■ **Requirement**:
Check each line of the material below for the string "list" and reply with how many have it, nothing more.

⟨

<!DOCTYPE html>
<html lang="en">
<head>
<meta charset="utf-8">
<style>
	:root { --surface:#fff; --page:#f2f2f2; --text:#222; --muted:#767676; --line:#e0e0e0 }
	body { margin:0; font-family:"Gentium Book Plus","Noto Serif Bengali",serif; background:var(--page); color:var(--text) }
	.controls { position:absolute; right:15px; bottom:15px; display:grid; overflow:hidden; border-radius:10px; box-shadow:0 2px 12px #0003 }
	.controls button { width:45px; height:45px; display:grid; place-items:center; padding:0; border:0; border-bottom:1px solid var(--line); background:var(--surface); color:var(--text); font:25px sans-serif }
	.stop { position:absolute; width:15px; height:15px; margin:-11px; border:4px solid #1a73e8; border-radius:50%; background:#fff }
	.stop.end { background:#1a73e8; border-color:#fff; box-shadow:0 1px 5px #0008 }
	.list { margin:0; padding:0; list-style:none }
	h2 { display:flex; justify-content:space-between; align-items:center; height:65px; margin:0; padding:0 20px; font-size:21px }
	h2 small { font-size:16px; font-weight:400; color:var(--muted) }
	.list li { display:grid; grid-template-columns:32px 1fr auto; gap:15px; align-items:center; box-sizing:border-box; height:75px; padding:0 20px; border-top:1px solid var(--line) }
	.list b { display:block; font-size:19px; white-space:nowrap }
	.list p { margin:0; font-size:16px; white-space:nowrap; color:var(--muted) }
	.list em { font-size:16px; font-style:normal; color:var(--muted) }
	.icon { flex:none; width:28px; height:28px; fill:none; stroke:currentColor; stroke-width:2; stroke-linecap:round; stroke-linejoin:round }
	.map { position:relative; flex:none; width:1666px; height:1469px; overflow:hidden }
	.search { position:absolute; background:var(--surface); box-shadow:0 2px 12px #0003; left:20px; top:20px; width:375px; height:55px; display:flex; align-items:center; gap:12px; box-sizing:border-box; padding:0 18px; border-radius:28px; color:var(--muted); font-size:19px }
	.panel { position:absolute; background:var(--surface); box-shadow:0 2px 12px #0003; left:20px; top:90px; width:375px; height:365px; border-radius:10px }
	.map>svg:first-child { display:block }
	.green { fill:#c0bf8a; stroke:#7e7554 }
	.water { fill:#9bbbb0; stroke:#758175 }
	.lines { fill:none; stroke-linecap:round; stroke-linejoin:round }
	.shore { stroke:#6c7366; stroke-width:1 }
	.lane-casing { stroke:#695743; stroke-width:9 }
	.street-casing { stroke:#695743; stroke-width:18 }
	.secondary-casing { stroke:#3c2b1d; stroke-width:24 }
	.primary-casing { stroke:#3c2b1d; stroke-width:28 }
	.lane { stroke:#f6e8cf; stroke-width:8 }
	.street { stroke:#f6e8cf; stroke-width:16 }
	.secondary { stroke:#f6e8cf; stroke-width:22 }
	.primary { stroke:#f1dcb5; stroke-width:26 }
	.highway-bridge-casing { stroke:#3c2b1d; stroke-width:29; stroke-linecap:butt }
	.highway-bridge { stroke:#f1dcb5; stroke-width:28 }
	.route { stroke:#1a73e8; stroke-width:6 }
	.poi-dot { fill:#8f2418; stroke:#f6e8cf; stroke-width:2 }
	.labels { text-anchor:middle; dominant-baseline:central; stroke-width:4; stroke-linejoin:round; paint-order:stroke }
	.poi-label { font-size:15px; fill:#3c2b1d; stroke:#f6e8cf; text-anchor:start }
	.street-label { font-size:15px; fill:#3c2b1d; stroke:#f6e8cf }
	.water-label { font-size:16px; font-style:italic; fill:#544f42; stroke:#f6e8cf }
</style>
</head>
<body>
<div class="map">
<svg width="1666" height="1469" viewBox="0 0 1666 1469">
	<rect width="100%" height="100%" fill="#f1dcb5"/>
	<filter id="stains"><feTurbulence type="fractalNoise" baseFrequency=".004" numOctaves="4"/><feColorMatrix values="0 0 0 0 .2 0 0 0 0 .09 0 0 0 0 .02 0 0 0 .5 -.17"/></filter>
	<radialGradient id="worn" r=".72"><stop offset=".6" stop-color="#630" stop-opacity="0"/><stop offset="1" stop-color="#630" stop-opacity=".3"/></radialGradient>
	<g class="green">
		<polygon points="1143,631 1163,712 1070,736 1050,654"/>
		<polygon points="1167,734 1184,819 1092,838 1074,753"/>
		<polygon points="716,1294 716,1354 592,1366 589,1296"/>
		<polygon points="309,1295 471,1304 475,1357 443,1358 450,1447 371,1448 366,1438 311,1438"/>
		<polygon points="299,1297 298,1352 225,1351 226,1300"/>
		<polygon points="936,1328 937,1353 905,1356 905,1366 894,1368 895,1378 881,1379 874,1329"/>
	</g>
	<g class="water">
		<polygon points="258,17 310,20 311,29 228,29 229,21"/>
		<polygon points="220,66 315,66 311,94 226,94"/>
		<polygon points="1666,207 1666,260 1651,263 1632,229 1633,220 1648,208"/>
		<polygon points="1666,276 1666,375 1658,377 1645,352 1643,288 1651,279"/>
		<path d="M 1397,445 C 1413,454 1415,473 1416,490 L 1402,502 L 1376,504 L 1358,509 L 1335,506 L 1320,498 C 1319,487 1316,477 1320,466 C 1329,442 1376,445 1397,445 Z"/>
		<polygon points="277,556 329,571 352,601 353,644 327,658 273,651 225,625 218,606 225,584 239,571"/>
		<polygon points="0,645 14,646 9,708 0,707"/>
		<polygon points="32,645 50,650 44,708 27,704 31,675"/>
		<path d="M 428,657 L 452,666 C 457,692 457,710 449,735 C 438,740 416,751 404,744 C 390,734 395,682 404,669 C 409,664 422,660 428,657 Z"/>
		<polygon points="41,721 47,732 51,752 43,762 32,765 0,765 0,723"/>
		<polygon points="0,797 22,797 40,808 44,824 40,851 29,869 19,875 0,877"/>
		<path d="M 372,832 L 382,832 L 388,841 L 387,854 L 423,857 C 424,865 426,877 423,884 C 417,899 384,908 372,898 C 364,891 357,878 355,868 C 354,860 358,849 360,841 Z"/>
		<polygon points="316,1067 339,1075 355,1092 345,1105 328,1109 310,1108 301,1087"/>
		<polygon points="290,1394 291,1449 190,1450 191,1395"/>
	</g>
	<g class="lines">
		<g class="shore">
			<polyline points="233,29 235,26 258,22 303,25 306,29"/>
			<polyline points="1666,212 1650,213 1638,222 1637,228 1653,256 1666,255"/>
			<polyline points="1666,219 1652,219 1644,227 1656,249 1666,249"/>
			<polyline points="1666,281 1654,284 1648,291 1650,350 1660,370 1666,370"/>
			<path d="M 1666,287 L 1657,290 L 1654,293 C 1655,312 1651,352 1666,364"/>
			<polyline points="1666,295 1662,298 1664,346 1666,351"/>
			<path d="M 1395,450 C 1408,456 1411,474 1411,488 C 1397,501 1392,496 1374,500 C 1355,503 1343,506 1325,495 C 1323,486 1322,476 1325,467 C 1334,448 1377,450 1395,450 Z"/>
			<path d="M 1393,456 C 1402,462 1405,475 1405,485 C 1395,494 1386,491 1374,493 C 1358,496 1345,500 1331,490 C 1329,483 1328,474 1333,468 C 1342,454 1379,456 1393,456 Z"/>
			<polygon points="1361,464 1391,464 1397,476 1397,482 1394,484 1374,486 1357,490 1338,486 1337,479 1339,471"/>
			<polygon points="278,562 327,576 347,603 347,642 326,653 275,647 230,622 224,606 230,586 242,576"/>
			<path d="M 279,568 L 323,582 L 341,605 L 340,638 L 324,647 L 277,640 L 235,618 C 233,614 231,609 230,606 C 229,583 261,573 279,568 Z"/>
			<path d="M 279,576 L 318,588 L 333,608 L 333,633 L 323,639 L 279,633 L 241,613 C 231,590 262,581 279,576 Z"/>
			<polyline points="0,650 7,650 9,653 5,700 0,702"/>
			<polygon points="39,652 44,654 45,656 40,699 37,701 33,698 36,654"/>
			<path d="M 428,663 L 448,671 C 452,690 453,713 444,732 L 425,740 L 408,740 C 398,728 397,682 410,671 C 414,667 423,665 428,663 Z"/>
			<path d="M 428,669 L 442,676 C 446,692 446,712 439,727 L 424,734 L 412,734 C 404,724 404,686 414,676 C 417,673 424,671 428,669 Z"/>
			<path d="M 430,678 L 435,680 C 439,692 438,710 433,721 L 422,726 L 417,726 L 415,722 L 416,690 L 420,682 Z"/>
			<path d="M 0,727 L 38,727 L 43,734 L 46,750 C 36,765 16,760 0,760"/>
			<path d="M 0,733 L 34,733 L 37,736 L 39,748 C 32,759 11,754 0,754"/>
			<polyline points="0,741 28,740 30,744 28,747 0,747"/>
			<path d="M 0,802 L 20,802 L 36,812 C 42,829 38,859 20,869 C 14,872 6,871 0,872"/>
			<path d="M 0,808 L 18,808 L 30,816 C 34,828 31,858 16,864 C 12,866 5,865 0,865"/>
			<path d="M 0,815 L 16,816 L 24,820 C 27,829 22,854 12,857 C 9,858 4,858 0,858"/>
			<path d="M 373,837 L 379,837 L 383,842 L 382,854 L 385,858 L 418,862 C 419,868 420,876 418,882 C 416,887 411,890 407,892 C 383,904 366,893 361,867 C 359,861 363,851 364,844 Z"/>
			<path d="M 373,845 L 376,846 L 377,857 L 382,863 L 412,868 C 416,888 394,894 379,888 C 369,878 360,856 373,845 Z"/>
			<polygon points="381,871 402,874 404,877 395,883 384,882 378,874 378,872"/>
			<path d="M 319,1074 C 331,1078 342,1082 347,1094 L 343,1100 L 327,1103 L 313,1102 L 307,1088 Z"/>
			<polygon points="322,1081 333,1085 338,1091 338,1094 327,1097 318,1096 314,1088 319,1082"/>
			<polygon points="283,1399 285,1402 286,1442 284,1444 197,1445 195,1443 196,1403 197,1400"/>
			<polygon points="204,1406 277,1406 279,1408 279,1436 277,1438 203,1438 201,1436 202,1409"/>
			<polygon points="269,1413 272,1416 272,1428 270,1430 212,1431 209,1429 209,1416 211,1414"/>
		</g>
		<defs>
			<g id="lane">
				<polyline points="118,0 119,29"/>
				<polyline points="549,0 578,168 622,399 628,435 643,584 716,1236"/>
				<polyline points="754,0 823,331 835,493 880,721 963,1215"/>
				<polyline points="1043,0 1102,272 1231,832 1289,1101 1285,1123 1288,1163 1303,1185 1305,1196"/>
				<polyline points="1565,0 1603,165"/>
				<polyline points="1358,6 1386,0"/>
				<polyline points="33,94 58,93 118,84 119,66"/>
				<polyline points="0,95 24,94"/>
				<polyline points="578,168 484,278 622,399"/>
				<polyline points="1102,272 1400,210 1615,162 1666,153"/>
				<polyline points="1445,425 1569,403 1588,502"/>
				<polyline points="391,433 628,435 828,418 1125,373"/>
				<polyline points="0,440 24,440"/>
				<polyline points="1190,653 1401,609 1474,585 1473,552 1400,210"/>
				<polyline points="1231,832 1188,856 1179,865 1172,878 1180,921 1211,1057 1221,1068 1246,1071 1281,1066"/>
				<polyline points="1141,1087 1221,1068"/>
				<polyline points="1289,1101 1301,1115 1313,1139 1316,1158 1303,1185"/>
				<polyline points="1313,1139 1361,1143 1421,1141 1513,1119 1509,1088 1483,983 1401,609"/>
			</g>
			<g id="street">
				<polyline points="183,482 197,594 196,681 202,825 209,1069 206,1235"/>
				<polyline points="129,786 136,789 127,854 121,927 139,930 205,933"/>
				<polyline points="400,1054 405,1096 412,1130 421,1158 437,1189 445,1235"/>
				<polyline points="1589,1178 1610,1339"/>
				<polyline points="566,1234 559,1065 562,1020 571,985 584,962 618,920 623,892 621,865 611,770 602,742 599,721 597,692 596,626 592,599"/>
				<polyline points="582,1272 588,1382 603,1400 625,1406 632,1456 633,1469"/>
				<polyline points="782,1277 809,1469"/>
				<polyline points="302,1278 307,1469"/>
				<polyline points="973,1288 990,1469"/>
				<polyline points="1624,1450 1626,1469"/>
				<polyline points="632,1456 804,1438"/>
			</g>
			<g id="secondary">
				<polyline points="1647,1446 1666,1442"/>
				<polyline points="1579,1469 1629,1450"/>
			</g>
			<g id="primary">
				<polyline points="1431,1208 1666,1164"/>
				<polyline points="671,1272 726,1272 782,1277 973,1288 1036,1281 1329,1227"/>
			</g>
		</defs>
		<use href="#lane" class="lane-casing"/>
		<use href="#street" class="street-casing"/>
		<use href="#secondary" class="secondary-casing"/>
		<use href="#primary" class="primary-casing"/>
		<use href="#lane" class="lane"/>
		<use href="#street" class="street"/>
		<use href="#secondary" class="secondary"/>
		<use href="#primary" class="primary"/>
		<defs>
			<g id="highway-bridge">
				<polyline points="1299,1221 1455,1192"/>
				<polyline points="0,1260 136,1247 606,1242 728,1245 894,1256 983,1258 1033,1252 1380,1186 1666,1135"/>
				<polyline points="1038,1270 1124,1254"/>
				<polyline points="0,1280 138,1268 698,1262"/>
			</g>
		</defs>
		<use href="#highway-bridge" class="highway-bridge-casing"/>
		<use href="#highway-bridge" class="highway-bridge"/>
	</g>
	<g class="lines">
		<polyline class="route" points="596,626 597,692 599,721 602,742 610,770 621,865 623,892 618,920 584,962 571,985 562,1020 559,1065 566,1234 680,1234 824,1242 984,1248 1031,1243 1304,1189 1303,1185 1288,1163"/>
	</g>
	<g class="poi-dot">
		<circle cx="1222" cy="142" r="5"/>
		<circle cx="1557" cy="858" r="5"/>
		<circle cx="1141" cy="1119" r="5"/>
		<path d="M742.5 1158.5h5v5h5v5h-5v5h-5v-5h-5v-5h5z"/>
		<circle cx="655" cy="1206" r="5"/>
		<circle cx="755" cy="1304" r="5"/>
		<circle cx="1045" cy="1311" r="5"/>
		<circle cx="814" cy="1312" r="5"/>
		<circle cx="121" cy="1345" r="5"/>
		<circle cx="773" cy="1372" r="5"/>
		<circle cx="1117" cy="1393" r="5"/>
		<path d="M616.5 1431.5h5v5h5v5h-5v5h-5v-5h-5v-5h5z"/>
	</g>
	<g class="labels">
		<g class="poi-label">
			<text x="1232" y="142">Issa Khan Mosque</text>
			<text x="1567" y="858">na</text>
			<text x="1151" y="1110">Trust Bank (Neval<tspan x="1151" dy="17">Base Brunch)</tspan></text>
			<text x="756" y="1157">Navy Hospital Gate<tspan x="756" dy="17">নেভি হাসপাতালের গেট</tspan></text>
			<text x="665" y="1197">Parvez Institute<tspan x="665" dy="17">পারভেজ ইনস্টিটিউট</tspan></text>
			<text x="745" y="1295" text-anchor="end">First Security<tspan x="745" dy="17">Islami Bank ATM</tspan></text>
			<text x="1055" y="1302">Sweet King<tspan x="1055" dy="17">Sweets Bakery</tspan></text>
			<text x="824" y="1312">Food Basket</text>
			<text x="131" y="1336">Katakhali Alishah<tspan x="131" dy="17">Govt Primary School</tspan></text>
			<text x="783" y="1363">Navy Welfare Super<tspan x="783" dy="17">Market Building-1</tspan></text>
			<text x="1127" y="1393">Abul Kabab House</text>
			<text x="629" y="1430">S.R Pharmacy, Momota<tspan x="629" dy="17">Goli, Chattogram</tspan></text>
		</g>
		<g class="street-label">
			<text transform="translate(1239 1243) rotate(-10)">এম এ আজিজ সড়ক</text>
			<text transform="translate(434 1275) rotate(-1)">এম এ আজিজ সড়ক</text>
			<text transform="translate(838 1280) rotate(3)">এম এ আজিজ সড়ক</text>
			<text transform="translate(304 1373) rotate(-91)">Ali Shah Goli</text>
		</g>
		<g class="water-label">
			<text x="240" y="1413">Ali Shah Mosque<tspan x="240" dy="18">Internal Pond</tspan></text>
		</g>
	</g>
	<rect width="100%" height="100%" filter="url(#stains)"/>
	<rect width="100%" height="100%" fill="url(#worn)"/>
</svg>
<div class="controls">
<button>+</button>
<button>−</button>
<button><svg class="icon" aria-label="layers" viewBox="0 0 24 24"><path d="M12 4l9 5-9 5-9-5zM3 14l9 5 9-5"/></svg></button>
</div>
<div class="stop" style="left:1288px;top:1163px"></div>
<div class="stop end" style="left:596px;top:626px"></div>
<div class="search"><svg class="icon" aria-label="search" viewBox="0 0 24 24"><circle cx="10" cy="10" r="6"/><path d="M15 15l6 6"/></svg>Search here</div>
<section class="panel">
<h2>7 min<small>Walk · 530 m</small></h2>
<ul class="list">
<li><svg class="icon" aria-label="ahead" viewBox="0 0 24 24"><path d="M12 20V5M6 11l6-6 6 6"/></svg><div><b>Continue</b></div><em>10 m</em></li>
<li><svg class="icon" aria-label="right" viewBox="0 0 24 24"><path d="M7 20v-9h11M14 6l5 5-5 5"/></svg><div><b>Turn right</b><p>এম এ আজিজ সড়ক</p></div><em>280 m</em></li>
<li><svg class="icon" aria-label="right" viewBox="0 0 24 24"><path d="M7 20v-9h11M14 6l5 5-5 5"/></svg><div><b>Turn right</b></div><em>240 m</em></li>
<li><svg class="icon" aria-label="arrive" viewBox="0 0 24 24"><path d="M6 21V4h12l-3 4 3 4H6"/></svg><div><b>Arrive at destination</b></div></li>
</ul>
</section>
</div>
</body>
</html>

⟩

■ **Task result**:
6